Profitable Going Both Ways
Spread betting is quite unique in the fact that it’s one of the few forms of trading that allows you to be profitable in falling markets. You are able to gain exposure to market movement regardless of which way it’s going. For example, if you believe the market will rise, you go long on the price (buy). Your profits will increase in line with any growth in that value, however your losses will also increase in line with any fall in price. If, on the other hand, you think the markets will drop you would go short on the price (sell). Your profits will rise along with any drop in value and your losses will increase with any growth.
With traditional trading, you only stand to return a profit on your trading decisions when you have bought the underlying asset and it then proceeds to go up in its fundamental value. However, spread betting gives you the ability to ‘sell’ these markets as well as ‘buy’ them, giving you the opportunity to turn a profit on falling share values, provided that you can correctly predict market movement. This is commonly known as ‘shorting’ and you can ‘short’ on virtually all markets available. Spread betting is fundamentally down to backing your own judgement on whether a market with rise or fall.
Trade on a Variety of Global Markets
Spread betting gives you the options to trade equities, assets such as commodities (like gold and oil), currencies on the Forex market, Indices such as the UK 100, which are among the most widely traded markets in the world (a great place to start if you’re new to trading) and even interest rates that you normally would not be able to trade on, without buying anything. You can choose from thousands of markets and even have the ability to trade from home on your computer, or on the go with a mobile or tablet device.
Even the best traders make mistakes and find that markets start to move against them. To manage the inevitable risks effectively, you can choose to employ a range of risk management tools. One such tool is a stop loss which can help to reduce the effect any unfavourable movement in the market. There are also various other tools at your disposal, such as limit orders, charting ranges and watch alerts, which alert you when your chosen market has reached your desired level.
Trading Using leverage
As spread betting is a leveraged product, you only need to deposit a small percentage of the full value of your position, without needing to fork out for the full value of that transaction as you would do trading stocks through a stockbroker, this is known as margin.
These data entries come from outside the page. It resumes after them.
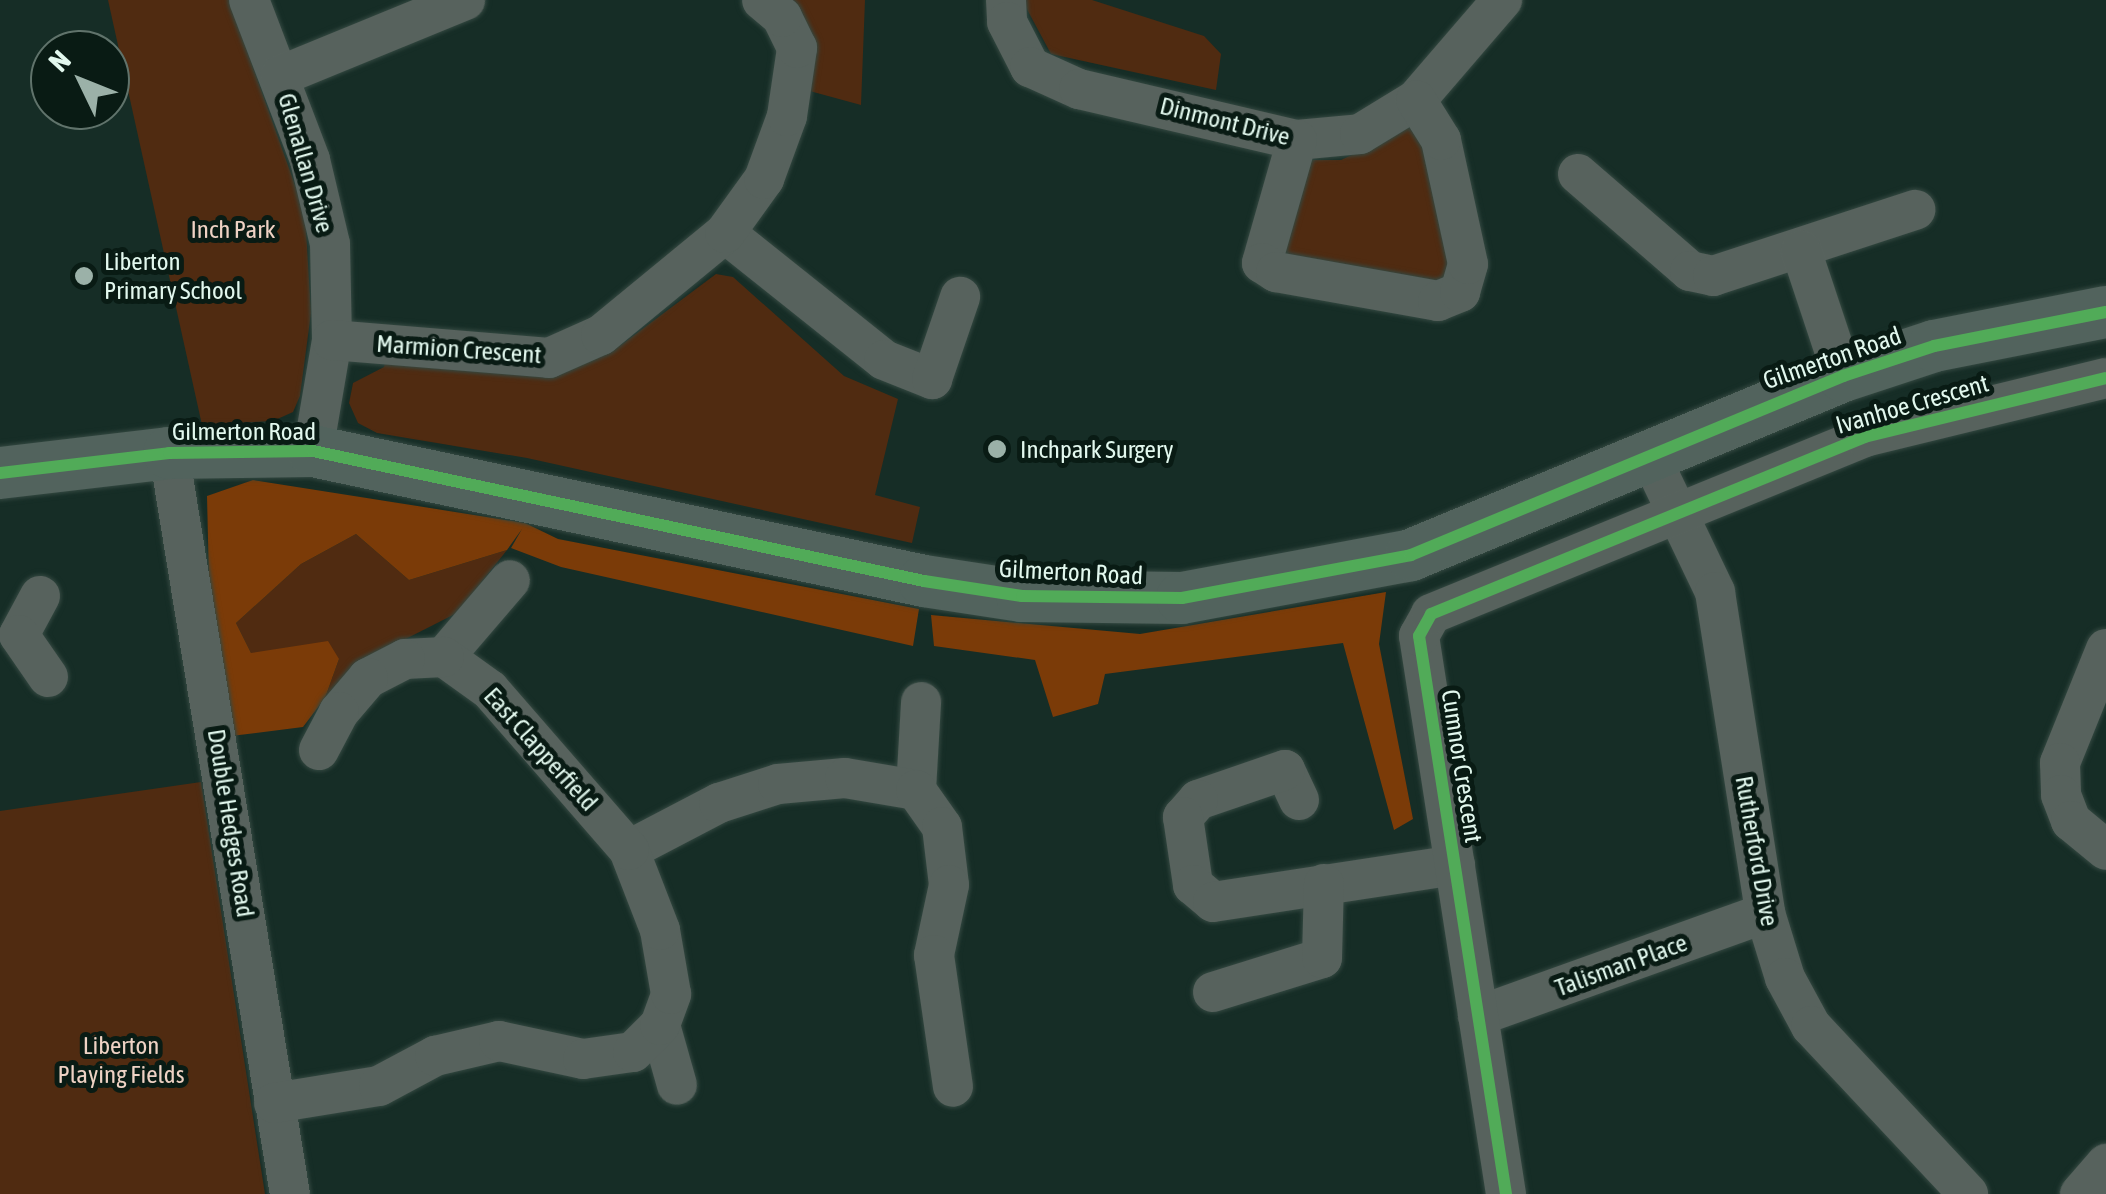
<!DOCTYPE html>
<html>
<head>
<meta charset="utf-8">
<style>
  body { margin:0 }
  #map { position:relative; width:2106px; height:1194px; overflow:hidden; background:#162d26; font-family:"Asap Condensed",sans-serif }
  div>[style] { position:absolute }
  .green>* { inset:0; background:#502b11 }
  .forest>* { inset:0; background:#7b3b08 }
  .roads { filter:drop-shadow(0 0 2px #344841) drop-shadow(0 0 2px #344841) }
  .minor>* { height:40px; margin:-20px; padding:0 20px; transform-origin:20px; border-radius:20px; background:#57625d }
  .major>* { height:52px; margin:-26px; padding:0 26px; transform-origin:26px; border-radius:26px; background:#52635d }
  .cycleway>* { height:12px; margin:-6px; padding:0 6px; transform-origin:6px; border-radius:6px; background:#51ab58 }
  .dots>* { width:28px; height:28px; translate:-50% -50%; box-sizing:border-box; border:5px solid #091b14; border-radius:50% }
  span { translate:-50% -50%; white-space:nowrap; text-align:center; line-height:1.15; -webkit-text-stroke:10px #091b14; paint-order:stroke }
  .street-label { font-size:25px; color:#e2f8ee }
  .park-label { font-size:25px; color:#eed2c4 }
  .poi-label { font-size:25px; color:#e2f8ee }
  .left { translate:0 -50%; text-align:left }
  .north { position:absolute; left:30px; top:30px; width:100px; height:100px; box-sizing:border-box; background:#091b14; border:2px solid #60736b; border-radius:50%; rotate:313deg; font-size:28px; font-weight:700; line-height:40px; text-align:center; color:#e2f8ee }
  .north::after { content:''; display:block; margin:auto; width:35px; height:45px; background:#9bb1a8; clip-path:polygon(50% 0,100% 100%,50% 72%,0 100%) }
</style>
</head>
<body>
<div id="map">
  <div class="green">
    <div style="clip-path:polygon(108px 0,229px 0,305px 213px,311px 313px,300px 396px,293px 412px,273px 421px,202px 425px)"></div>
    <div style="clip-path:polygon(791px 0,865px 0,861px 105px,806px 90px)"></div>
    <div style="clip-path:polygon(1022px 0,1092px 0,1204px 36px,1221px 54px,1216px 90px,1051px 54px)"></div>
    <div style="clip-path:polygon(1412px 126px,1427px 138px,1457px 257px,1448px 277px,1433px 288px,1285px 258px,1276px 235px,1302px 160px,1341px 160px)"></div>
    <div style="clip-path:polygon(716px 274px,733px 277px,844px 376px,898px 399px,875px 495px,920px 507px,912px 543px,527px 458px,377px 433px,358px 423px,349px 403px,353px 383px,384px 367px,387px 355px,542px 371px,621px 345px)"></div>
    <div style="clip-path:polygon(356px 534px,409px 580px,507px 550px,457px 613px,362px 661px,325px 698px,339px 659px,251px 653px,236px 623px,301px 564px)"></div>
    <div style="clip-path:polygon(201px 782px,265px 1194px,0 1194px,0 811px)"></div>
  </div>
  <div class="forest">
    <div style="clip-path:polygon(253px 480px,525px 523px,558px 539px,919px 609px,913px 646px,561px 567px,511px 548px,522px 529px,507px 550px,409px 580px,356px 534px,301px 564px,236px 623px,251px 653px,328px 641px,339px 659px,325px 698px,303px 727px,231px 736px,210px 627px,207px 496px)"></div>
    <div style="clip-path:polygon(1386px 592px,1379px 644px,1413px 819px,1394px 830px,1343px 643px,1105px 674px,1098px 704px,1053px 717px,1035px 660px,934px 646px,931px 615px,1140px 634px)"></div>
  </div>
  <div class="roads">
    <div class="minor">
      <div style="left:249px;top:0;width:171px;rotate:69.1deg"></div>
      <div style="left:310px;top:160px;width:86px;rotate:76.6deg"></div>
      <div style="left:330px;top:244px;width:96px;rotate:88.8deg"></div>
      <div style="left:332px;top:340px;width:113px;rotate:99.7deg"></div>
      <div style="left:1006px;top:0;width:22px;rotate:87deg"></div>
      <div style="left:1007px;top:22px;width:51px;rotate:62.9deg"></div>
      <div style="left:1030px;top:67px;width:54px;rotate:24.2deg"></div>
      <div style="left:1079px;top:89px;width:224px;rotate:13.2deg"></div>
      <div style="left:1297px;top:140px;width:63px;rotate:-5.4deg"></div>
      <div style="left:1360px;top:134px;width:66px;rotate:-31.3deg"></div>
      <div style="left:1416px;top:100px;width:132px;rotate:-49.3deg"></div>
      <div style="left:280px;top:76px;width:200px;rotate:-22.3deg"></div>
      <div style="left:1297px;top:140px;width:128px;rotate:105.9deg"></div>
      <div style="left:1262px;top:263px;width:17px;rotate:33deg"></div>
      <div style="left:1276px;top:272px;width:165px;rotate:10.1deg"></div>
      <div style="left:1438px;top:301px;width:24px;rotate:-22deg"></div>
      <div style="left:1460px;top:292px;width:29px;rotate:-74deg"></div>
      <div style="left:1468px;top:264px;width:127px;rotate:-102.3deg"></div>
      <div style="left:1441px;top:140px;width:47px;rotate:-122deg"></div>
      <div style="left:1578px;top:174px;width:148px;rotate:40.9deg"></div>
      <div style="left:1690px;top:271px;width:24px;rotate:12deg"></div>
      <div style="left:1713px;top:276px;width:213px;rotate:-18.1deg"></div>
      <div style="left:725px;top:233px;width:203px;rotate:38.6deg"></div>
      <div style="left:884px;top:360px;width:52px;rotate:21.6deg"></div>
      <div style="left:932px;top:379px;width:87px;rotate:-71.1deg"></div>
      <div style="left:1801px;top:250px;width:133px;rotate:71.6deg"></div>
      <div style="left:332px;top:340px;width:218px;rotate:4.7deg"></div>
      <div style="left:549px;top:358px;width:57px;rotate:-23.9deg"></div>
      <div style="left:601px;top:335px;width:161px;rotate:-39.4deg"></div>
      <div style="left:725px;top:233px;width:67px;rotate:-54.2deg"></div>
      <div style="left:764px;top:179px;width:67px;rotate:-69.9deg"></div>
      <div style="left:787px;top:116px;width:69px;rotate:-81.6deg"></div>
      <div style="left:797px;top:48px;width:34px;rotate:-116deg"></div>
      <div style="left:782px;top:17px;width:26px;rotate:-140deg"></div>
      <div style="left:169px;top:453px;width:751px;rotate:80.73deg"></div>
      <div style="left:1649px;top:454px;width:153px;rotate:64.4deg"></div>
      <div style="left:1715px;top:592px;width:325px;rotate:81.1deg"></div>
      <div style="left:1765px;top:913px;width:68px;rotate:72.9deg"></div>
      <div style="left:1785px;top:978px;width:55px;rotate:61.6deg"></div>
      <div style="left:1811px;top:1026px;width:230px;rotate:46.9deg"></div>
      <div style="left:40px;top:596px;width:44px;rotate:118.3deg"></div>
      <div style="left:19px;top:635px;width:51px;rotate:55.4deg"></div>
      <div style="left:2106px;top:649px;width:123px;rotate:112deg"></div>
      <div style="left:2060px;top:763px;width:32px;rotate:88deg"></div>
      <div style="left:2061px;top:795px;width:28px;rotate:69deg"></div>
      <div style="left:2071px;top:821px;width:45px;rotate:39.6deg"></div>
      <div style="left:444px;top:657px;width:101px;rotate:-49.4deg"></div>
      <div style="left:916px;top:790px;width:88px;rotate:-86.7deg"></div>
      <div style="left:1299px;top:800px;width:33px;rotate:-115deg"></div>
      <div style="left:1285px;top:770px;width:92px;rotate:161deg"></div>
      <div style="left:1198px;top:800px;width:23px;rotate:131deg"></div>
      <div style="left:1183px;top:817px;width:69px;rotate:81.6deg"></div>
      <div style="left:1193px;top:885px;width:26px;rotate:40deg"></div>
      <div style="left:1213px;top:902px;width:245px;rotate:-8.7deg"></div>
      <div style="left:629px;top:850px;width:102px;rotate:-27.6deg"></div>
      <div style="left:719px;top:803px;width:62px;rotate:-17.9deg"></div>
      <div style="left:778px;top:784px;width:67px;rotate:-5.1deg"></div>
      <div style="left:845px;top:778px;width:72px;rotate:9.6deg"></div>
      <div style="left:916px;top:790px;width:45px;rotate:54.9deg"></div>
      <div style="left:942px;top:827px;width:58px;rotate:83.1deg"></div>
      <div style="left:949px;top:885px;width:72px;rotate:102.1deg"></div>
      <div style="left:934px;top:955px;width:133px;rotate:81.8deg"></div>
      <div style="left:1213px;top:992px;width:114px;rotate:-17.3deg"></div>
      <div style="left:1322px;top:958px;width:74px;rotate:-88.5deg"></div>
      <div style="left:1478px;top:1016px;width:305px;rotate:-19.7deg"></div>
      <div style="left:660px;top:1025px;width:62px;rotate:74.2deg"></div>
      <div style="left:274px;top:1103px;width:106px;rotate:-9.2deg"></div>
      <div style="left:379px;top:1086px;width:64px;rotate:-28.2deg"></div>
      <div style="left:435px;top:1056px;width:66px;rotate:-13.2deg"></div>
      <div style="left:499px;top:1041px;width:86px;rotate:12.1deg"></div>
      <div style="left:583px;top:1059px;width:50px;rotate:-8deg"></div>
      <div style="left:633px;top:1052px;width:38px;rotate:-45deg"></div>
      <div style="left:660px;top:1025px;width:33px;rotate:-70deg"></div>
      <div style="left:671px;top:994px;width:65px;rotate:-99.8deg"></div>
      <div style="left:660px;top:930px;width:86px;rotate:-111.2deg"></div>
      <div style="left:629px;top:850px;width:212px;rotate:-131deg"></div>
      <div style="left:490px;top:690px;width:57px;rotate:-144.3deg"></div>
      <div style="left:444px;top:657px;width:39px;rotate:177deg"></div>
      <div style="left:405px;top:659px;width:42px;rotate:152.8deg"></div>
      <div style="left:368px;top:678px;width:45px;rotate:130.5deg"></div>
      <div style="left:339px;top:712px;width:43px;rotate:117.8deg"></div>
      <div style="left:1506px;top:1194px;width:565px;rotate:-98.86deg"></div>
      <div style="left:1419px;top:636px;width:25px;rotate:-61deg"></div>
      <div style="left:1431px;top:614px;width:468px;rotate:-22.2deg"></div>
      <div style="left:1864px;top:437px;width:249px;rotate:-13.7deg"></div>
      <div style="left:2080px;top:1194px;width:40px;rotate:-49deg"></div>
    </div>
    <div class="major">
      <div style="left:0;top:473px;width:170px;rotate:-6.7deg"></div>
      <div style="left:169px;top:453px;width:144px;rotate:-0.8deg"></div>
      <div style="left:313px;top:451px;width:625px;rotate:12.01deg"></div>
      <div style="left:924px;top:581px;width:99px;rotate:8.7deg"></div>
      <div style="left:1022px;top:596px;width:160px;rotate:0.7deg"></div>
      <div style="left:1182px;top:598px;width:233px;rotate:-10.6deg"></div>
      <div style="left:1411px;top:555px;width:468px;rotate:-22.5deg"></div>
      <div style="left:1843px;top:376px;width:96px;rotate:-18.2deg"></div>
      <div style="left:1934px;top:346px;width:175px;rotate:-11.2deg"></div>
    </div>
  </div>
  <div class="cycleway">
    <div style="left:0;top:473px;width:170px;rotate:-6.7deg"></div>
    <div style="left:169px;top:453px;width:144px;rotate:-0.8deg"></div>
    <div style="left:313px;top:451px;width:625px;rotate:12.01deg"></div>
    <div style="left:924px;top:581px;width:99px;rotate:8.7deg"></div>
    <div style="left:1022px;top:596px;width:160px;rotate:0.7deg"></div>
    <div style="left:1182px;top:598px;width:233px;rotate:-10.6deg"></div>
    <div style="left:1411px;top:555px;width:468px;rotate:-22.5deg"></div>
    <div style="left:1843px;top:376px;width:96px;rotate:-18.2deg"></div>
    <div style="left:1934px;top:346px;width:175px;rotate:-11.2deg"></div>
    <div style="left:1506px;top:1194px;width:565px;rotate:-98.86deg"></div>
    <div style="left:1419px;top:636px;width:25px;rotate:-61deg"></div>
    <div style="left:1431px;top:614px;width:468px;rotate:-22.2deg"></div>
    <div style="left:1864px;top:437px;width:249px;rotate:-13.7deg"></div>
  </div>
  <div class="dots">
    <div style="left:84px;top:276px;background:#9bb1a8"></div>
    <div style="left:997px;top:449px;background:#9bb1a8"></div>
  </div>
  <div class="street-label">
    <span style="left:1225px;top:121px;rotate:14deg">Dinmont Drive</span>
    <span style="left:306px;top:163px;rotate:74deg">Glenallan Drive</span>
    <span style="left:459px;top:349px;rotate:4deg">Marmion Crescent</span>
    <span style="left:1832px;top:358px;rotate:-19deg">Gilmerton Road</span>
    <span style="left:1912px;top:404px;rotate:-16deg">Ivanhoe Crescent</span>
    <span style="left:244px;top:431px">Gilmerton Road</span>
    <span style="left:1071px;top:572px;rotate:3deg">Gilmerton Road</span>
    <span style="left:541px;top:749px;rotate:48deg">East Clapperfield</span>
    <span style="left:1462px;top:766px;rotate:81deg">Cumnor Crescent</span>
    <span style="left:231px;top:823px;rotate:81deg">Double Hedges Road</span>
    <span style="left:1757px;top:851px;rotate:80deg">Rutherford Drive</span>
    <span style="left:1621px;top:965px;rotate:-20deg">Talisman Place</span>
  </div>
  <div class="park-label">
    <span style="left:233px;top:229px">Inch Park</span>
    <span style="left:121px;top:1060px">Liberton<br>Playing Fields</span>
  </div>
  <div class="poi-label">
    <span class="left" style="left:104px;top:276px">Liberton<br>Primary School</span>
    <span class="left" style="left:1020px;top:449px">Inchpark Surgery</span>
  </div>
  <div class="north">N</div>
</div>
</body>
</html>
This in turn means that the potential for profits/losses from your capital outlay is considerably greater than with traditional trading. This is undoubtedly one of the key advantages to spread betting.
For example, on many forex markets, you only need 1% of the value of your trade in order to place a spread bet. Therefore if you wanted to trade £200,000 on the EUR/USD currency pair, you would only have to deposit £2000, this is known as a margin deposit. This leveraged trading can give you access to markets that you may not have had access to if you were to actually trade stock. As a result your funds are not tied up in an individual trade which means you can put the rest of your capital to good use in other investments. As a result, your risk and reward potential is greatly magnified.